**SOURCE DATA:**
★ ★ ★ ★ ★
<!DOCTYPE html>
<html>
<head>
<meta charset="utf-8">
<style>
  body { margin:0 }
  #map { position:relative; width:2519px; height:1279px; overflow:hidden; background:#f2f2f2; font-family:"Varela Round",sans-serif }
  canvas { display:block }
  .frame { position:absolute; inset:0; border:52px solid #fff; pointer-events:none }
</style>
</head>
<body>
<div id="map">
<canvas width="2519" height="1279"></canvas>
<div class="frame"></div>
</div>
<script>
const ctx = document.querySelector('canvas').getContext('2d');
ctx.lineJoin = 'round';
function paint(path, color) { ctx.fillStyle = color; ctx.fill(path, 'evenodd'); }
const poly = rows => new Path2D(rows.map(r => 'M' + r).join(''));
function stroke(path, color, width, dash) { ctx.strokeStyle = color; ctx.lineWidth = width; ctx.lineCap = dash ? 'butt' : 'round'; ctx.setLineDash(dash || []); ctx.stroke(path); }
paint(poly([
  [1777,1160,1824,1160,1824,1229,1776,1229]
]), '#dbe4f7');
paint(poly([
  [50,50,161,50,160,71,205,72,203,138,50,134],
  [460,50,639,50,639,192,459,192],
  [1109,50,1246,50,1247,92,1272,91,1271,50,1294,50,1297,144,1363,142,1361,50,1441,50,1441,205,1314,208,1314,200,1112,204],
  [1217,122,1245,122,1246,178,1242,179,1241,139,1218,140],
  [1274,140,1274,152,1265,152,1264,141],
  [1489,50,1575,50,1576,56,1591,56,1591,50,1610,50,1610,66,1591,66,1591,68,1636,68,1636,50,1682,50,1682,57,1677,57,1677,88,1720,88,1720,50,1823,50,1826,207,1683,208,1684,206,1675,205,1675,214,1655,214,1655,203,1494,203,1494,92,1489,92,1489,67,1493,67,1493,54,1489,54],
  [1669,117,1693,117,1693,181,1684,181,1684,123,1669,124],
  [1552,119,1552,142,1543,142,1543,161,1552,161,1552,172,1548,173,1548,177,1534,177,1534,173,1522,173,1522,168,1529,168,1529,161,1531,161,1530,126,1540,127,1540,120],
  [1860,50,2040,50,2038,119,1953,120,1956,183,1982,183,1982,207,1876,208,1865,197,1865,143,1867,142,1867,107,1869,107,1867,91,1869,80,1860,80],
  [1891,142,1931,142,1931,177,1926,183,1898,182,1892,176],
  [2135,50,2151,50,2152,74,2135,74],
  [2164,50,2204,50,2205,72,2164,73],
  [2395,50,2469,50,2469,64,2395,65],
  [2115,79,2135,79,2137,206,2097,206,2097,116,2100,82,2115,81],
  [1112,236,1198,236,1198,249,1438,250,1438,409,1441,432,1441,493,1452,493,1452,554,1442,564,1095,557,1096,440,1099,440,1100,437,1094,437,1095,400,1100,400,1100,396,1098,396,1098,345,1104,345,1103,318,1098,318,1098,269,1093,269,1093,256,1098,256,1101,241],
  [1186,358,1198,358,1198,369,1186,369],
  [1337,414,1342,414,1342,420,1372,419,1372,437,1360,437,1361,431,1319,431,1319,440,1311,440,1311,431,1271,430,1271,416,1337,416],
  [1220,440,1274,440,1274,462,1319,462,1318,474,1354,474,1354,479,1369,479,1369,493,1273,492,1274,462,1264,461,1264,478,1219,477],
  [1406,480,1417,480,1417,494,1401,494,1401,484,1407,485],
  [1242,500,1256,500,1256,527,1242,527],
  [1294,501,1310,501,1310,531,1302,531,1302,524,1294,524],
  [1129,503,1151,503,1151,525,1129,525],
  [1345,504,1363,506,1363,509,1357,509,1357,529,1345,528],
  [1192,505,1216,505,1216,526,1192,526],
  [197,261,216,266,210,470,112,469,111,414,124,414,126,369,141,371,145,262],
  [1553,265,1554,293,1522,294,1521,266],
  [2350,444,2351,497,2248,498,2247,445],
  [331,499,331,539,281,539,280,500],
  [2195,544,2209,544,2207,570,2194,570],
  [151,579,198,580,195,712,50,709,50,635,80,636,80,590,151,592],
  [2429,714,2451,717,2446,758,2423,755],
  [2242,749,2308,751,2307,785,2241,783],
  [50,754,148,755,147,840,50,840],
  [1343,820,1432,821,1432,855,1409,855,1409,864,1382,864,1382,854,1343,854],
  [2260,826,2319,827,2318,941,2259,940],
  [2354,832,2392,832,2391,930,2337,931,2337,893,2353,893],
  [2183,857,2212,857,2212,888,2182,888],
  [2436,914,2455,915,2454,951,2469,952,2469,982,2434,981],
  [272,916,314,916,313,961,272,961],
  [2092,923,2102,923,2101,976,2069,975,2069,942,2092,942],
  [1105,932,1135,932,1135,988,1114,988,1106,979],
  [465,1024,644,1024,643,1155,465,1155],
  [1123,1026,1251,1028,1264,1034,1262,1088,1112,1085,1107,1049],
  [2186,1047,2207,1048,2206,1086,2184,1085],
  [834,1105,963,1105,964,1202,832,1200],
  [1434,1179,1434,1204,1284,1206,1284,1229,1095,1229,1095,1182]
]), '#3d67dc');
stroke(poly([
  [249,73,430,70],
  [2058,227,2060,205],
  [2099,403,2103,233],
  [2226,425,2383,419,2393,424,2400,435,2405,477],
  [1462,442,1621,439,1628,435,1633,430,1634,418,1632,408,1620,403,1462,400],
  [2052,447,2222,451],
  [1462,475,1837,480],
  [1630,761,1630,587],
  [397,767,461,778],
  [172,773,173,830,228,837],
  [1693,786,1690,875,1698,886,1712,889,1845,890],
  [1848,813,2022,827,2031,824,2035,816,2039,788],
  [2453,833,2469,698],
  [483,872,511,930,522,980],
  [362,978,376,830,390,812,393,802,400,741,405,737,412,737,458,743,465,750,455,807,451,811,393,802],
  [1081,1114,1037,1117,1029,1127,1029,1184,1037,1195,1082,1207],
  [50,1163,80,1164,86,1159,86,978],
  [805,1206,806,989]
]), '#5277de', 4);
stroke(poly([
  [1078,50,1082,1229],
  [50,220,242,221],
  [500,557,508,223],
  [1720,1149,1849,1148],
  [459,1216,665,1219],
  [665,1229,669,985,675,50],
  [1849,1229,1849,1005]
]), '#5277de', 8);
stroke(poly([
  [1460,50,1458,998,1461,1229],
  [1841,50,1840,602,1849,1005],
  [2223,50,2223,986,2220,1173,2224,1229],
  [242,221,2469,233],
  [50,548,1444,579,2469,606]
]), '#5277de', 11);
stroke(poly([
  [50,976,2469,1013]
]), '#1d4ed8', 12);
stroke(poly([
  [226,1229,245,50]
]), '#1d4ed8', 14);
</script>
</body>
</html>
★ ★ ★ ★ ★
**TO DO:**
Taking the records from the top, repeat each line exactly until you have repeated the line that contains "const poly = rows".

**ANSWER SPACE:**
<!DOCTYPE html>
<html>
<head>
<meta charset="utf-8">
<style>
  body { margin:0 }
  #map { position:relative; width:2519px; height:1279px; overflow:hidden; background:#f2f2f2; font-family:"Varela Round",sans-serif }
  canvas { display:block }
  .frame { position:absolute; inset:0; border:52px solid #fff; pointer-events:none }
</style>
</head>
<body>
<div id="map">
<canvas width="2519" height="1279"></canvas>
<div class="frame"></div>
</div>
<script>
const ctx = document.querySelector('canvas').getContext('2d');
ctx.lineJoin = 'round';
function paint(path, color) { ctx.fillStyle = color; ctx.fill(path, 'evenodd'); }
const poly = rows => new Path2D(rows.map(r => 'M' + r).join(''));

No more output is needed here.